Tuesday, January 18, 2011

Spiced Leek Soup

This morning when I woke up it was -2˚F. Now don’t get me wrong, I love cold weather, mostly because it gives me an excuse to eat huge amounts of comfort food.  But, -2˚F?  This is ridiculous, time to pull out the big guns. As I mentioned before, my kitchen is a sad, appliance-less, wall-less, heat-less wasteland so I am off to commandeer my aunt’s kitchen (thanks Aunt Libby!).  Pulling on my boots I struggle out the door, food processor under one arm, knife roll strapped to my back, purse filled with ingredients I picked up from the farmers market on Saturday.  The result? This soup: super rich and as smooth as velvet with a touch of spice.  One spoonful is enough to warm you, body and soul.  Don’t believe me?  Give it a try.

Base: Chicken Veloueté
2 qt chicken stock (preferably homemade)
3 fl oz clarified butter or vegetable oil (see note)

White Mirepoix
1 oz diced onion (about ½ onion)
1 oz diced leek (about the white portion of one large leek)
1 oz diced celery (about one stalk)
1 oz diced parsnips (about one small parsnip)

4 oz all-purpose flour

Sachet d’epices ( Containing: 2 parsley stems, 1/8 t thyme, 1/8 t cracked black peppercorns, 1 bay leaf, and one garlic clove)
Salt and ground white pepper to taste

1. Heat the clarified butter on medium heat in a stock pot, add the white mirepoix and cook until the onions are limp (12-15 minutes).  Don’t let them brown; a tinge of gold is OK.  

2. Turn the heat to medium low and add the flour.  Stir well.  Make sure to keep it from clumping around the edge of the pot. This will form a roux.  Cook until the roux turns a blonde color (about 10-12 minutes).  Make sure to keep the roux moving so that it doesn’t scorch!
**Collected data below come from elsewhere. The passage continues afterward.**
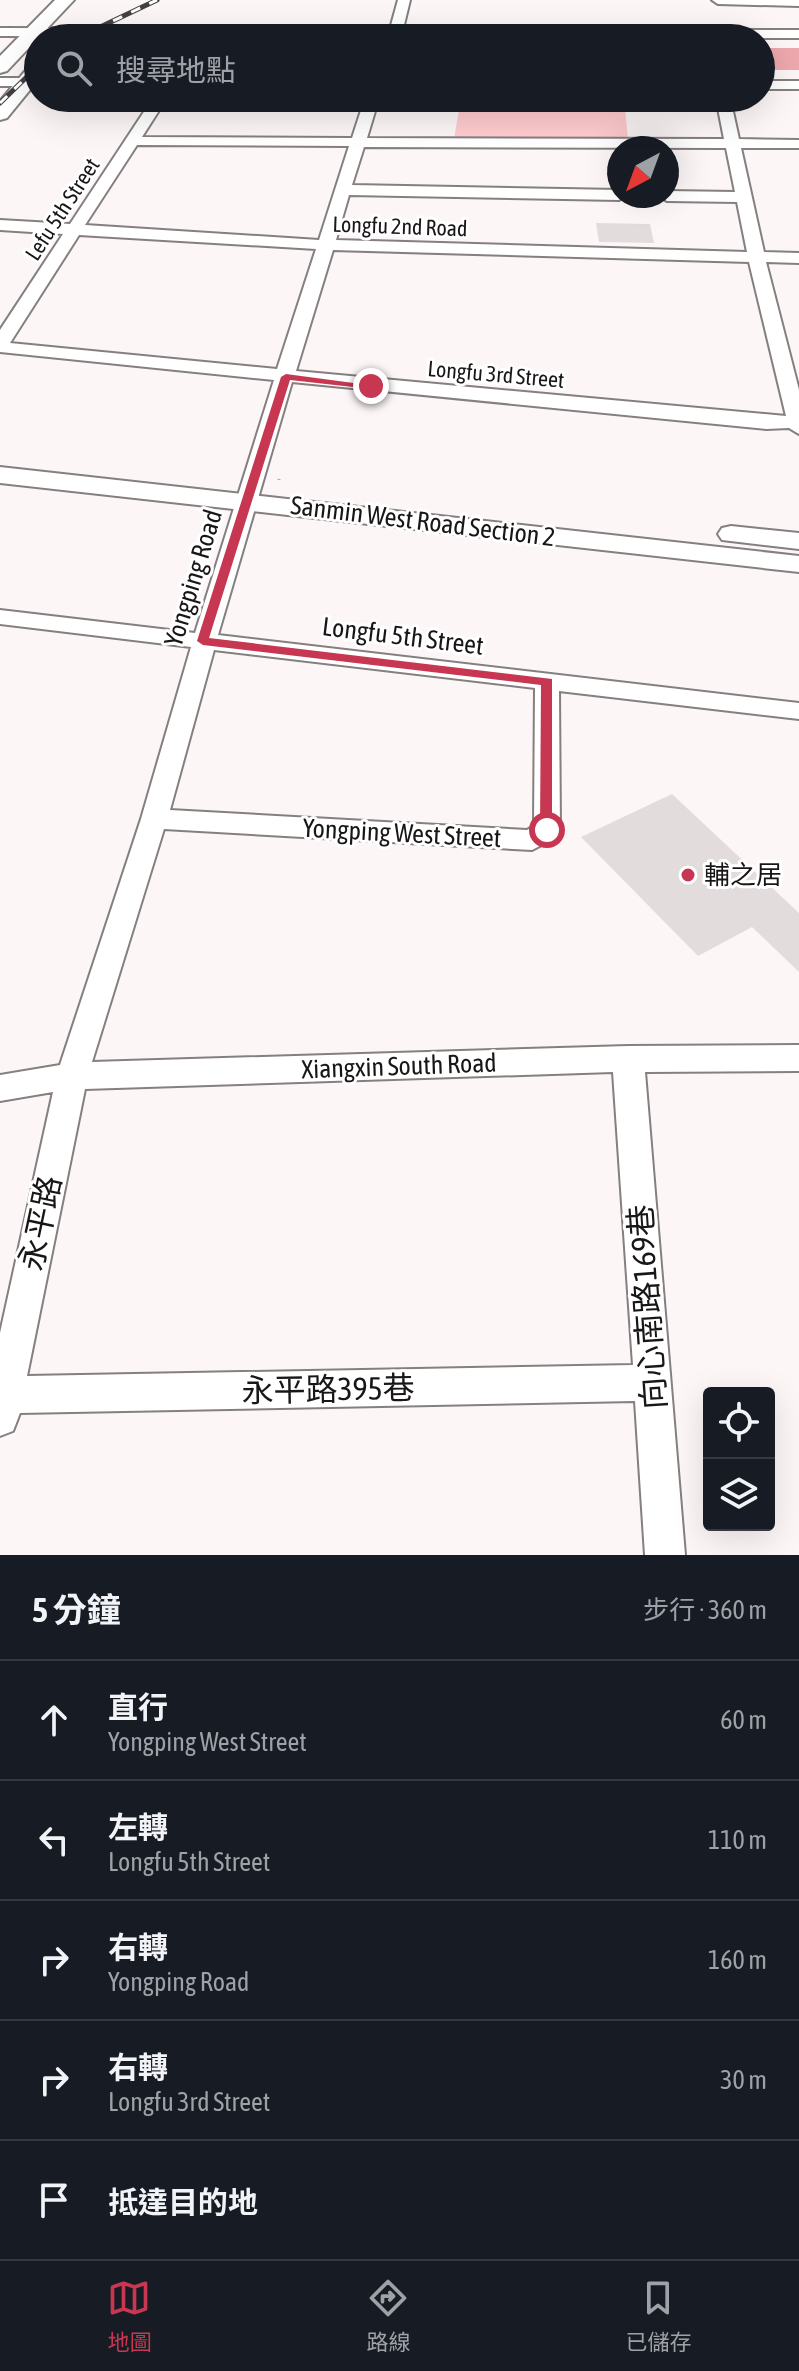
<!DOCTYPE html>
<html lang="zh-TW">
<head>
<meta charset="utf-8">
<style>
  body { margin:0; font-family:"Asap Condensed","Noto Sans TC",sans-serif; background:#242831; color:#f1f3f6 }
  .controls { position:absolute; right:24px; bottom:24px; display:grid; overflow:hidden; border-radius:8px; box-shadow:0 8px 32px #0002 }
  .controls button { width:72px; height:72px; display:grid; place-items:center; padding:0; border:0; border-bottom:2px solid #363941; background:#171b24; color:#f1f3f6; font:40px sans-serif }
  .compass { position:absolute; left:607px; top:136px; width:72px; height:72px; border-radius:50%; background:#171b24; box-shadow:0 8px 32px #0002; rotate:221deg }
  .stop { position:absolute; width:24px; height:24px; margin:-18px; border:6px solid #c83751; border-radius:50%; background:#fff }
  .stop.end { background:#c83751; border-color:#fff; box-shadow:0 2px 8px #0008 }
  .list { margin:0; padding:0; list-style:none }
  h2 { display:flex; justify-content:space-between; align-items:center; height:104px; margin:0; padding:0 32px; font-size:34px }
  h2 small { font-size:26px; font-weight:400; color:#9ea1a6 }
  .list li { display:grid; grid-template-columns:52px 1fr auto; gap:24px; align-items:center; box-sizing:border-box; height:120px; padding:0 32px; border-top:2px solid #363941 }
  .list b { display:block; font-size:30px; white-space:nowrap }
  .list p { margin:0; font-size:26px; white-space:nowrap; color:#9ea1a6 }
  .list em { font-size:26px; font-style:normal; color:#9ea1a6 }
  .icon { flex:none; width:44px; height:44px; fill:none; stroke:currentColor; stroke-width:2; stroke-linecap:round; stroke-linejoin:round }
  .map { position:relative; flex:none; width:799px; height:1555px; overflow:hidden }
  .search { position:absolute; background:#171b24; box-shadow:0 8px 32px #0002; left:24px; right:24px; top:24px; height:88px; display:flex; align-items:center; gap:20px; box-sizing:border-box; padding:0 28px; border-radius:44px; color:#9ea1a6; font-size:30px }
  .sheet { height:704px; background:#171b24 }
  nav { display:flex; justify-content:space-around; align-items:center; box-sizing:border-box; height:112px; border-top:2px solid #363941; background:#171b24; font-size:22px; color:#9ea1a6 }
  nav a { display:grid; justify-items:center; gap:4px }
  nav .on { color:#c83751 }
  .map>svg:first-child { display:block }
</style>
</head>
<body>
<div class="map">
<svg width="799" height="1555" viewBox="0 0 799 1555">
  <rect width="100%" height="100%" fill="#fdf6f7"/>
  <polygon fill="#ffcbce" points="461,98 624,98 628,139 454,139"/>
  <rect fill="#eda8ad" x="761" y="48" width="38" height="22"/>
  <g fill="#e3dcdd">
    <polygon points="596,223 650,224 654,243 599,242"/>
    <polygon points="672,794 799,913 799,972 752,927 698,956 581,837"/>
  </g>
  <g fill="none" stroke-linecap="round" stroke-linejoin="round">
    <g stroke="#857f7f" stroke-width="4">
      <g id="minor">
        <polygon points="398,0 410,0 403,29 799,30 799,38 0,36 0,28 390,29"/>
        <polygon points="712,0 799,0 799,6 718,4"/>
        <rect x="0" y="78" width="38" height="8"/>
        <rect x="761" y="81" width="38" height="8"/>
        <path d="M153,98H167L142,137L352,138L365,98H379L367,138L724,139L716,98H730L739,139L799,140V148H741L764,252L799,253V263L766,262L799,390V434L789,428L766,429L292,382L218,635L799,703V719L559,691L560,830L557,837L532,850L164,829L92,1062L628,1046L799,1045V1071L645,1072L685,1555H645L635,1401L20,1413L13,1431L0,1436V1333L53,1092L0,1101V1075L60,1065L141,819L191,647L0,624V610L195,633L274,380L0,352V330L63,234L0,230V220L70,224ZM137,145L349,146L319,240L85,225ZM364,147L726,148L735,192L667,191V196H659L667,201L737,202L747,252L336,240L349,195L619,200L626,196H619V190L352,185ZM79,235L316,249L277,369L10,343ZM333,250L749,262L786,416L296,371ZM214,650L535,688L534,826L527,830L170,810ZM613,1072L633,1365L27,1376L85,1089Z"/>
      </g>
    </g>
    <g stroke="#857f7f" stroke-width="4">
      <g id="tertiary">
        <polygon points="0,467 799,556 799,572 0,483"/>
        <polygon points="731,526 799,533 799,549 722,540 718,534 722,528"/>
      </g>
    </g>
    <g stroke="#857f7f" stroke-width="4">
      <g id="secondary">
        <polygon points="55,0 74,0 7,71 0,73 0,56"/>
        <polygon points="38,62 38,80 7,118 0,120 0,101 31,64"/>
      </g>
    </g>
    <polyline stroke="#a09b9c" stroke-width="3" stroke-dasharray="1 4" stroke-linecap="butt" points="279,480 280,476"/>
    <use href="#minor" fill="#fff" fill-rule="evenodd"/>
    <use href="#tertiary" fill="#fff" fill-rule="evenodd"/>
    <use href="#secondary" fill="#fff" fill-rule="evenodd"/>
    <g stroke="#434040" stroke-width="5">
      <g id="rail">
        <polyline points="77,38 157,0"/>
        <polyline points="0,103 38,66"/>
      </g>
    </g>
    <use href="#rail" stroke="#fff" stroke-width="3" stroke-dasharray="10" stroke-linecap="butt"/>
  </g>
  <polygon fill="#c83751" points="286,374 376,386 371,389 290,380 209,638 552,679 552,833 540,830 541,685 203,645 197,641 281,377"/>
  <circle fill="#c83751" stroke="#fff" stroke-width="3" cx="688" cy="875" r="8"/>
  <g text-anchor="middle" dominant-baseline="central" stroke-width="6" stroke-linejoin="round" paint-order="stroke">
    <g font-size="22" fill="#181616" stroke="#fff">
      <text transform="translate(62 209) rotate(-57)">Lefu 5th Street</text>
      <text transform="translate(400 226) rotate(2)">Longfu 2nd Road</text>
      <text transform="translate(496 374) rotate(5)">Longfu 3rd Street</text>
    </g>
    <g font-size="26" fill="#181616" stroke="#fff">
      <text transform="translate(423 521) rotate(7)">Sanmin West Road Section 2</text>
      <text transform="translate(193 578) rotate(-73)">Yongping Road</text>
      <text transform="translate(403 636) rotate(7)">Longfu 5th Street</text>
      <text transform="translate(402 833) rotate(3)">Yongping West Street</text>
      <text transform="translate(399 1066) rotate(-2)">Xiangxin South Road</text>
    </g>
    <g font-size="26" fill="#181616" stroke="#fff" text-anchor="start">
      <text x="704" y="875">輔之居</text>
    </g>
    <g font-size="32" fill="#181616" stroke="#fff">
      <text transform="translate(40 1223) rotate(-78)">永平路</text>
      <text transform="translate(647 1307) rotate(-94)">向心南路169巷</text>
      <text transform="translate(328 1389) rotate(-1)">永平路395巷</text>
    </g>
  </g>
</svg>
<div class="controls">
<button><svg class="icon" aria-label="locate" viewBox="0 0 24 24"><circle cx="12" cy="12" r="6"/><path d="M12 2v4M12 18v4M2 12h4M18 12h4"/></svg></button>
<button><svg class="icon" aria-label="layers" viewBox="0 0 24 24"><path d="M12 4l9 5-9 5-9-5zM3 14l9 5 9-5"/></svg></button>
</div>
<svg class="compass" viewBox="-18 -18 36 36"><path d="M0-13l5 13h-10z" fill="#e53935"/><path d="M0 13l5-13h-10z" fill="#9ea1a6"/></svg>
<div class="stop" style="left:547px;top:830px"></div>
<div class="stop end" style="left:371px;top:386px"></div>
<div class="search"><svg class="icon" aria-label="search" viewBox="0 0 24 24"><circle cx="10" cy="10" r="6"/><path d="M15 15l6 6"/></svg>搜尋地點</div>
</div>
<section class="sheet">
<h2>5 分鐘<small>步行 · 360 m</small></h2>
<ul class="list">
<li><svg class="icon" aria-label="ahead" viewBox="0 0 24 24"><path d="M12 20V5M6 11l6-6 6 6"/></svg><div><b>直行</b><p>Yongping West Street</p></div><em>60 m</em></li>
<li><svg class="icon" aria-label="left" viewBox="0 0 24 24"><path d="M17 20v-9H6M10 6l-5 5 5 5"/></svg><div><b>左轉</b><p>Longfu 5th Street</p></div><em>110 m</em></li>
<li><svg class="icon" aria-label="right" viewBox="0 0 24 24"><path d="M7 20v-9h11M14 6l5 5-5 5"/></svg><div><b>右轉</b><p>Yongping Road</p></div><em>160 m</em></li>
<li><svg class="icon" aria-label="right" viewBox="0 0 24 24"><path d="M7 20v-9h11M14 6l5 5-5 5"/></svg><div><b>右轉</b><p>Longfu 3rd Street</p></div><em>30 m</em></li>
<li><svg class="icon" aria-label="arrive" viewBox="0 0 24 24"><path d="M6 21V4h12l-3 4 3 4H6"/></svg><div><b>抵達目的地</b></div></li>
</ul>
</section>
<nav>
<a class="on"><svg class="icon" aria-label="map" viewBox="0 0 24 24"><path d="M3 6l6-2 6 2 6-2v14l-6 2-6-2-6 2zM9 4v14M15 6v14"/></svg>地圖</a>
<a><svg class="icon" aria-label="directions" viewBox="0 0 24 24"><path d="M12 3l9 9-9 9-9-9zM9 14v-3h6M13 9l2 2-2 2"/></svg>路線</a>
<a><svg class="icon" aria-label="saved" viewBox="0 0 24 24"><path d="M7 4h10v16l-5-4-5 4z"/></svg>已儲存</a>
</nav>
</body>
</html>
3. Add the chicken stock to the pan in a slow stream, whisking all the while to work out the clumps.  Clumps will form.  Don’t freak out, stick to your whisk they will work themselves out.

     4. Bring the mixture to a boil and then reduce to a simmer.  At the point add your sachet d’espices.  I did not have any cheesecloth on me so I made a sachet by rolling everything tightly in leek leaves tied with cooking twine.  I substituted a few whole peppercorns for crushed: It worked just fine.

    5. Continue to cook for about an hour, skimming when necessary (trust me, it is necessary)
    6. Strain the sauce through a fine sieve (or cheesecloth).  At this point you can store your Chicken Velouté in the fridge overnight, if not, keep warm on the stove and skip the first step of the soup instructions.


    Note: Clarified butter is whole butter that has been heated until the butterfat and milk solids separate.  Clarified butter can be cooked at a higher temperature than whole butter.  To make: heat butter over low heat until foam rises to the surface and the milk solids drop to the bottom, the remaining butterfat becomes clear.  Skim the surface of foam and spoon the clarified butter into another container, be careful not to disrupt the milk solids on the bottom of the pan (they will look like a cloudy film). 

    Spiced Leek Soup

    2 qt Chicken Velouté
    2 T Clarified butter or vegetable oil
    3 Parsnips, peeled and diced
    ½ Onion, finely chopped
    ½ c Dry White Wine
    ¾ c Chicken Stock
    Sachet d’epices (Containing: 5 black peppercorns, 1 clove garlic, 2 sprigs thyme, 1 inch sprig of rosemary, 1t whole cloves)

    1. If you chilled your Chicken Velouté overnight poor enough chicken stock or water to just film the bottom of a stock pot, heat on medium.  Return the Chicken Velouté to the pot (it will be a jelly-like consistency) and whisk until it returns to a silky texture. Bring to a boil and then return to Medium Low, keep an eye on it).  Bringing to a boil is for sanitation reasons.
    2. In a skillet heat the clarified butter on medium heat, add the parsnips and onion, cook until the onion begins to soften.
    3. Increase the heat to medium high and add the white wine, cook until almost all the liquid is gone.
    4. Add the chicken stock and the Sachet d’epices, reduce the head to medium low and simmer, covered, until the parsnips are tender and aromatic (about 10-12 minutes).

    5. Remove from heat and poor into a food processor (remember to remove the Sachet d’epices!  In fact, just toss it into the Chicken Velouté pot).  Pulse until a pulpy mess, add water if it dries out too much.  Whisk this mixture back into the Chicken Velouté until incorporated.
    6. Bring to a boil and then reduce to a simmer, this melds all the flavors together.  Taste.  At this point you might wish to add more white pepper, salt, or ground cloves.
    7. Strain once more through a fine mesh sieve or cheesecloth and serve hot (or chilled) in bows.  Garnish with chives, celery leaves, or a sprinkling of ground cloves.